Cet accord s’inscrit dans la continuité de la défense du souverainisme français contre « l’Union européenne supranationale en instaurant une Europe des nations indépendantes ». Rappelons que la « social-démocratie » française, plus exactement le parti de François Mitterand, avait soutenu en 1990 la coalition militaire de 35 États dirigée par l’impérialisme américain contre l’Irak. Il s’en était suivi une crise qui s’était soldée par le départ de Jean-Pierre Chevènement du gouvernement, alors ministre de la Défense. Puis la création du MDC (Mouvement des Citoyens), organisation qui devait entrainer une fraction militante importante venant du PS. Ce parti devait entrer en décomposition rapide, compte tenu de la ligne de ses fondateurs, l’ex-CERES. Il ne s’agissait pas de résister à la vague néo-libérale qui allait profiter opportunément de la dislocation de l’URSS, mais d’unir « les républicains des deux rives », de Chevènement au couple Pasqua-Séguin. On rappellera que Jean-Pierre Chevènement, qui devait servir d’aile gauche à François Mitterand, avait fait ses classes dans le club Patrie et Progrès, groupuscule de gaullistes de gauche, qui était pour maintenir l’Algérie française. L’initiative actuelle nous sert le même brouet faisandé.
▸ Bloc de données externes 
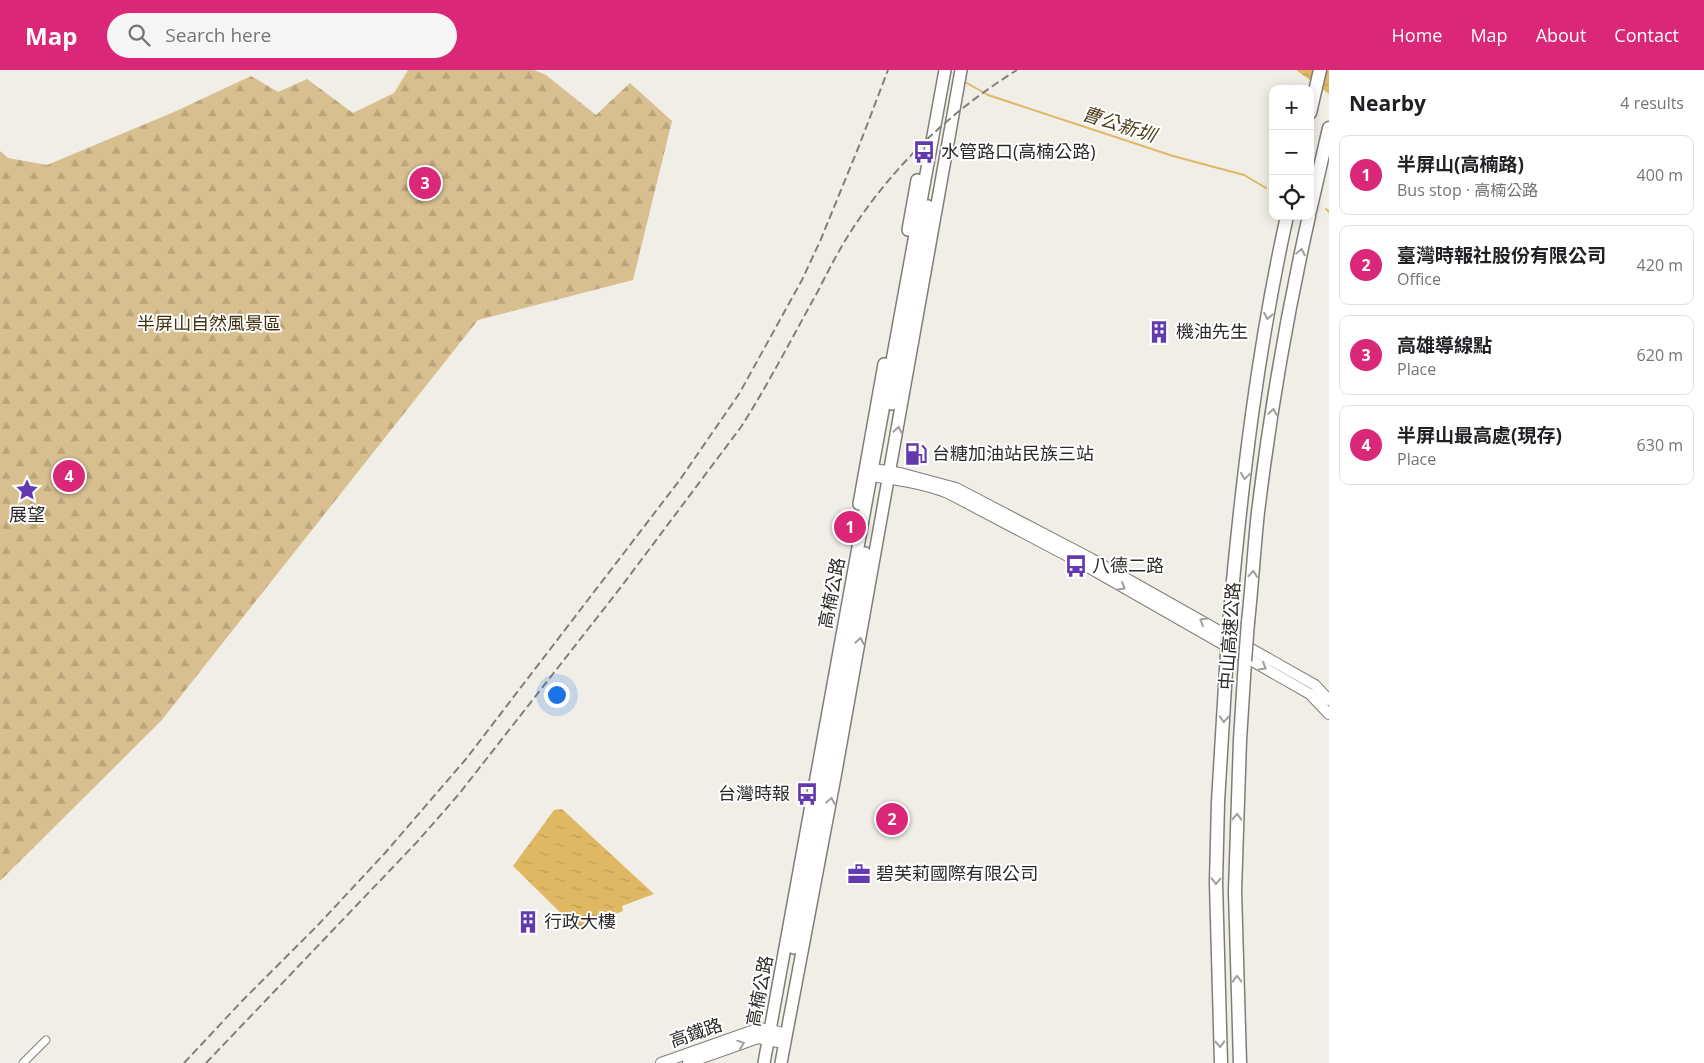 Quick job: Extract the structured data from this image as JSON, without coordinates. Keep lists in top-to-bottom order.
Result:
{
  "streets": {
    "highway": ["中山高速公路"],
    "main road": ["高楠公路"],
    "street": ["高鐵路"]
  },
  "crossings": [
    ["高楠公路", "高鐵路"]
  ],
  "water": ["曹公新圳"],
  "parks": ["半屏山自然風景區"],
  "places": {
    "bus stop": ["水管路口(高楠公路)", "八德二路", "台灣時報"],
    "building": ["機油先生", "行政大樓"],
    "fuel station": ["台糖加油站民族三站"],
    "place": ["展望"],
    "office": ["碧芙莉國際有限公司"]
  },
  "page": {
    "header": "Map",
    "search": "Search here",
    "nav": [
      "Home",
      "Map",
      "About",
      "Contact"
    ],
    "heading": ["Nearby", "4 results"],
    "map_buttons": ["+", "−"],
    "list": [
      {
        "mark": "1",
        "name": "半屏山(高楠路)",
        "note": "Bus stop · 高楠公路",
        "value": "400 m"
      },
      {
        "mark": "2",
        "name": "臺灣時報社股份有限公司",
        "note": "Office",
        "value": "420 m"
      },
      {
        "mark": "3",
        "name": "高雄導線點",
        "note": "Place",
        "value": "620 m"
      },
      {
        "mark": "4",
        "name": "半屏山最高處(現存)",
        "note": "Place",
        "value": "630 m"
      }
    ],
    "pins": [
      "3",
      "4",
      "1",
      "2"
    ]
  }
}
« Oser la France » est fondé par Julien Aubert en 2017. Il est haut fonctionnaire et député du Vaucluse de 2012 à 2022. Il fut secrétaire général adjoint des Républicains de 2017 à 2019. Il se situe dans l’héritage de Philippe Séguin et secrétaire général de l’Association des députés gaullistes depuis septembre 2012. Lors du congrès de 2021 des Républicains, il soutient Éric Ciotti. Se situant dans la ligne du « gaullisme social et souverainiste », on retrouve dans « Rencontres souveraines », la remise sur le métier de la ligne de l’union des « républicains des deux rives ».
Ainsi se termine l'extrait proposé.